Copy the records below exactly, but leave out any picture they contain.

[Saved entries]
- - - -

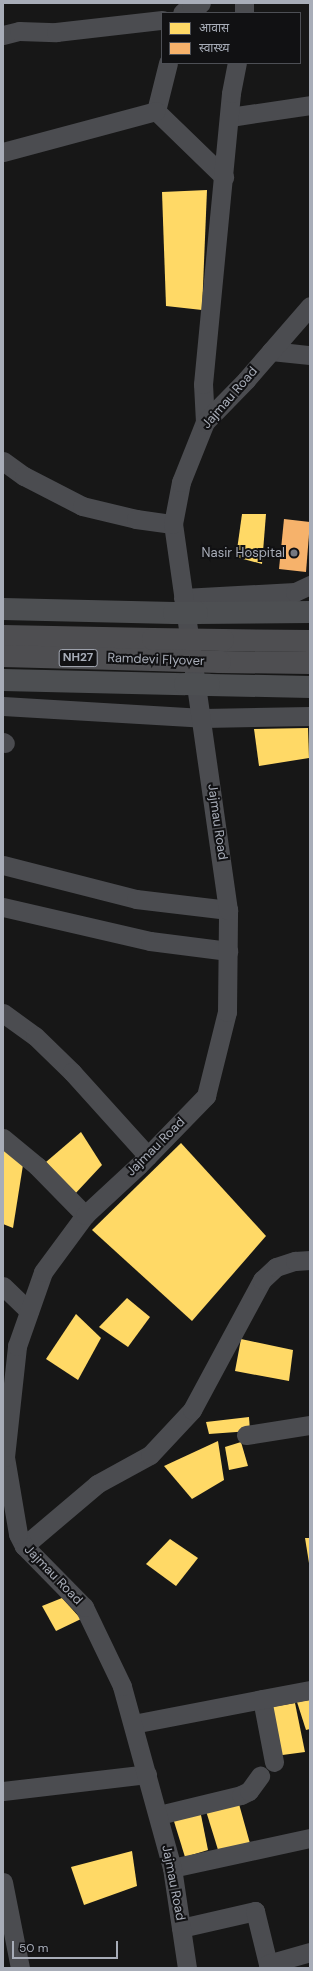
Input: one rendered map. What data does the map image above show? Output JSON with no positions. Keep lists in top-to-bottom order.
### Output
{
  "streets": {
    "highway": ["NH27", "Ramdevi Flyover"],
    "street": ["Jajmau Road"]
  },
  "places": ["Nasir Hospital"],
  "legend": ["आवास", "स्वास्थ्य"],
  "scale_bar": "50 m"
}
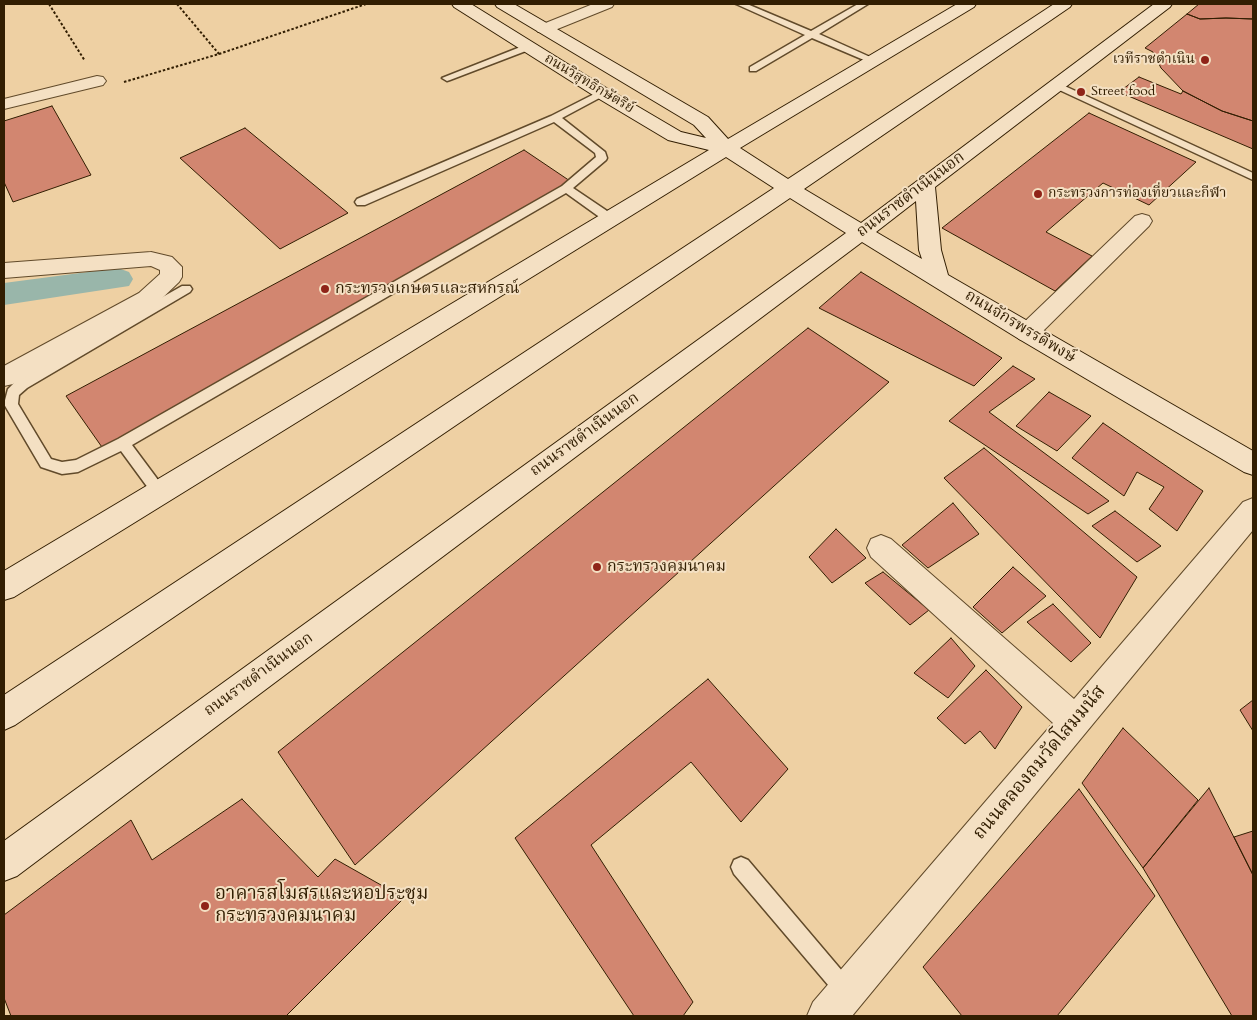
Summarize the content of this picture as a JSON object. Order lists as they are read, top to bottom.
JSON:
{
  "streets": {
    "main road": [
      "ถนนวิสุทธิกษัตริย์",
      "ถนนราชดำเนินนอก",
      "ถนนจักรพรรดิพงษ์",
      "ถนนคลองถมวัดโสมมนัส"
    ]
  },
  "crossings": [
    ["ถนนวิสุทธิกษัตริย์", "ถนนจักรพรรดิพงษ์"],
    ["ถนนราชดำเนินนอก", "ถนนจักรพรรดิพงษ์"]
  ],
  "places": [
    "เวทีราชดำเนิน",
    "Street food",
    "กระทรวงการท่องเที่ยวและกีฬา",
    "กระทรวงเกษตรและสหกรณ์",
    "กระทรวงคมนาคม",
    "อาคารสโมสรและหอประชุม กระทรวงคมนาคม"
  ]
}
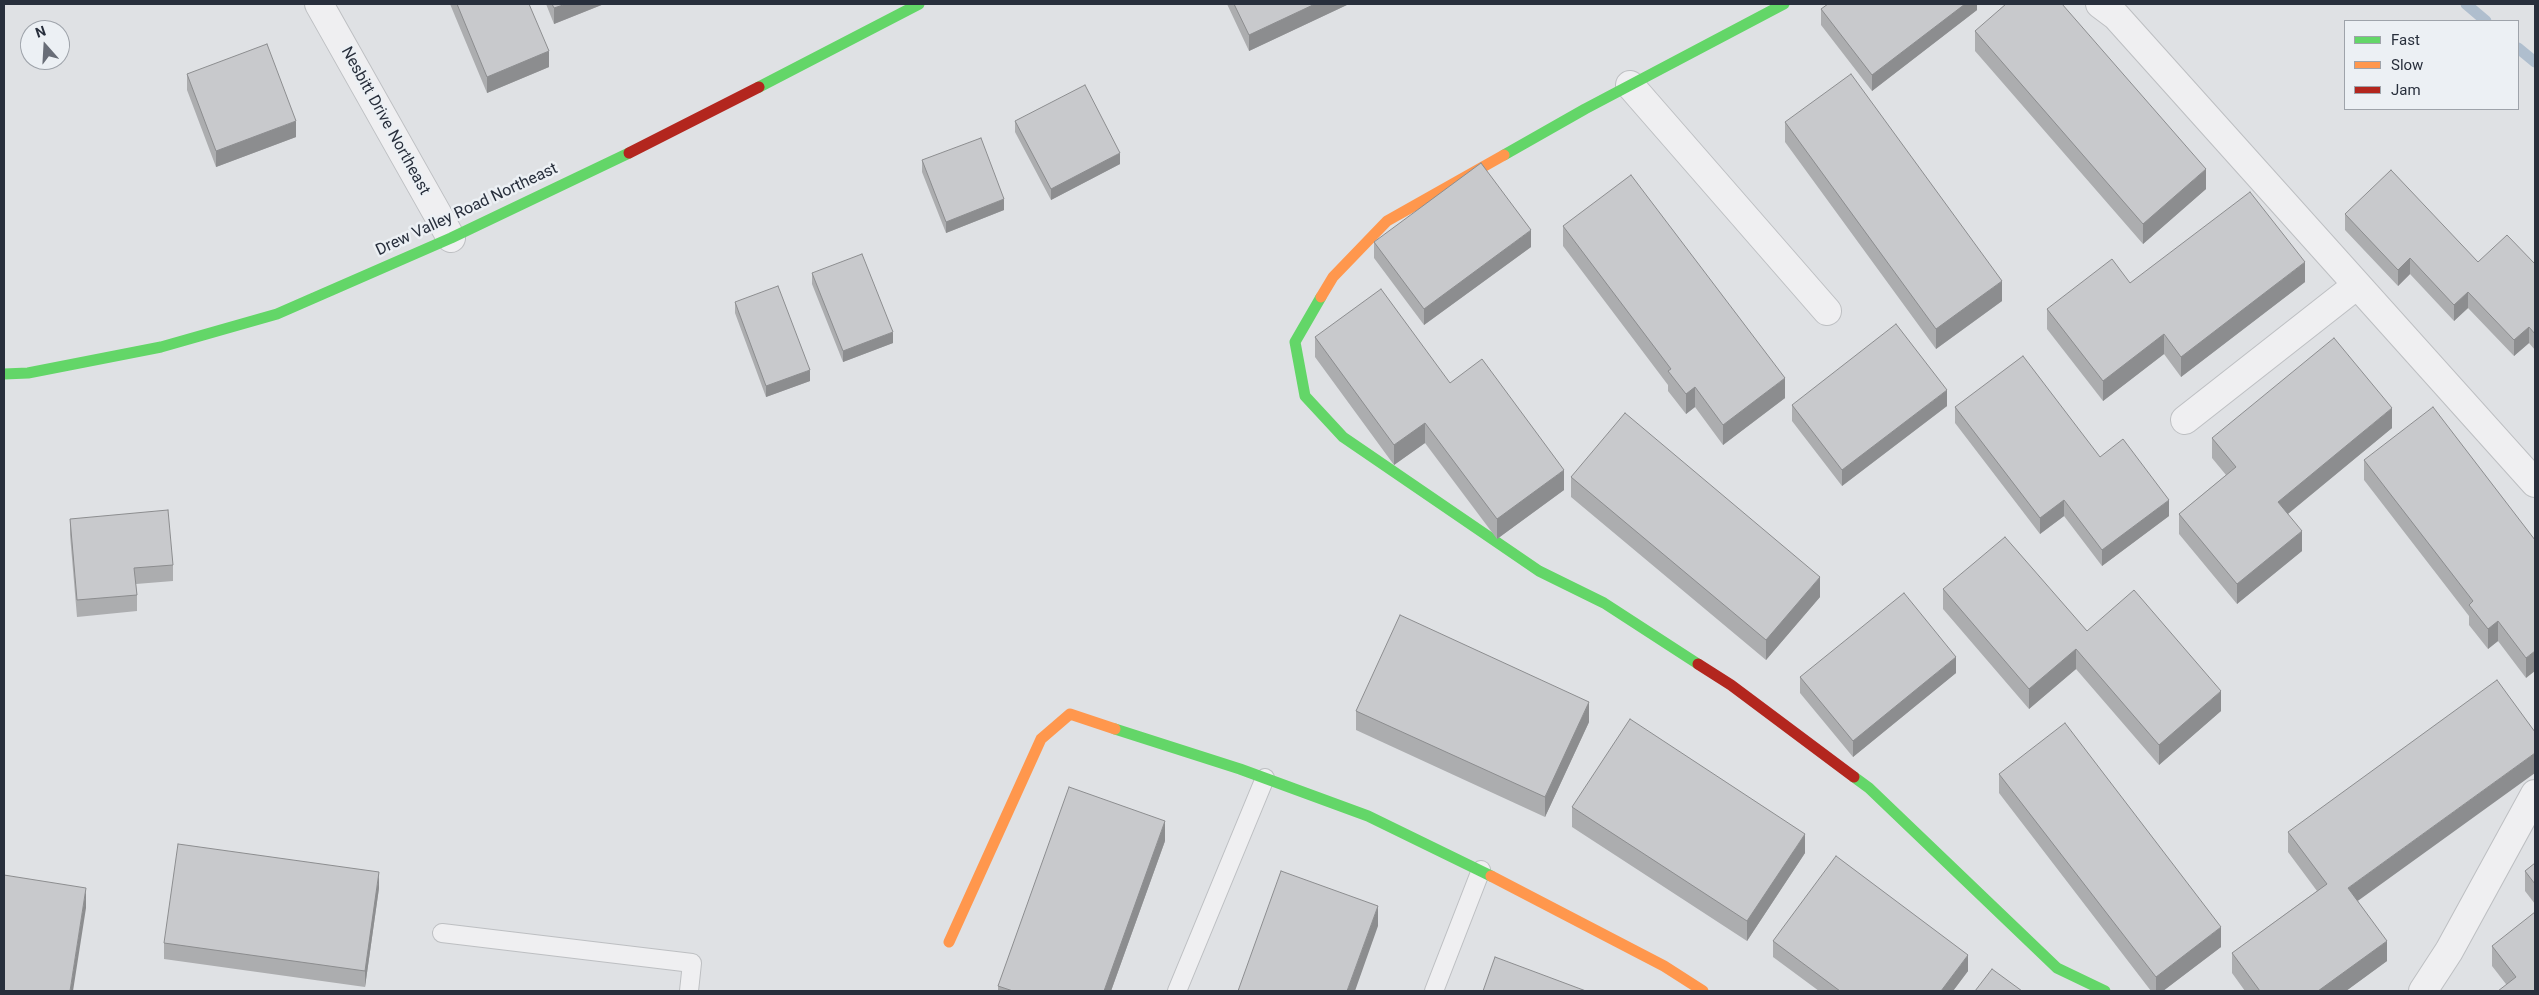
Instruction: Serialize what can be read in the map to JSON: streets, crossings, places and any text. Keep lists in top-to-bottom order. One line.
{"streets":{"street":["Nesbitt Drive Northeast","Drew Valley Road Northeast"]},"crossings":[["Nesbitt Drive Northeast","Drew Valley Road Northeast"]],"legend":["Fast","Slow","Jam"],"north":"top"}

- - - -

▸ **Response**
Input: one rendered map. What data does the map image above show? Output JSON with no positions. Keep lists in top-to-bottom order.
### Output
{
  "streets": {
    "highway": ["NH27", "Ramdevi Flyover"],
    "street": ["Jajmau Road"]
  },
  "places": ["Nasir Hospital"],
  "legend": ["आवास", "स्वास्थ्य"],
  "scale_bar": "50 m"
}
Summarize the content of this picture as a JSON object. Order lists as they are read, top to bottom.
JSON:
{
  "streets": {
    "main road": [
      "ถนนวิสุทธิกษัตริย์",
      "ถนนราชดำเนินนอก",
      "ถนนจักรพรรดิพงษ์",
      "ถนนคลองถมวัดโสมมนัส"
    ]
  },
  "crossings": [
    ["ถนนวิสุทธิกษัตริย์", "ถนนจักรพรรดิพงษ์"],
    ["ถนนราชดำเนินนอก", "ถนนจักรพรรดิพงษ์"]
  ],
  "places": [
    "เวทีราชดำเนิน",
    "Street food",
    "กระทรวงการท่องเที่ยวและกีฬา",
    "กระทรวงเกษตรและสหกรณ์",
    "กระทรวงคมนาคม",
    "อาคารสโมสรและหอประชุม กระทรวงคมนาคม"
  ]
}
Instruction: Serialize what can be read in the map to JSON: streets, crossings, places and any text. Keep lists in top-to-bottom order. One line.
{"streets":{"street":["Nesbitt Drive Northeast","Drew Valley Road Northeast"]},"crossings":[["Nesbitt Drive Northeast","Drew Valley Road Northeast"]],"legend":["Fast","Slow","Jam"],"north":"top"}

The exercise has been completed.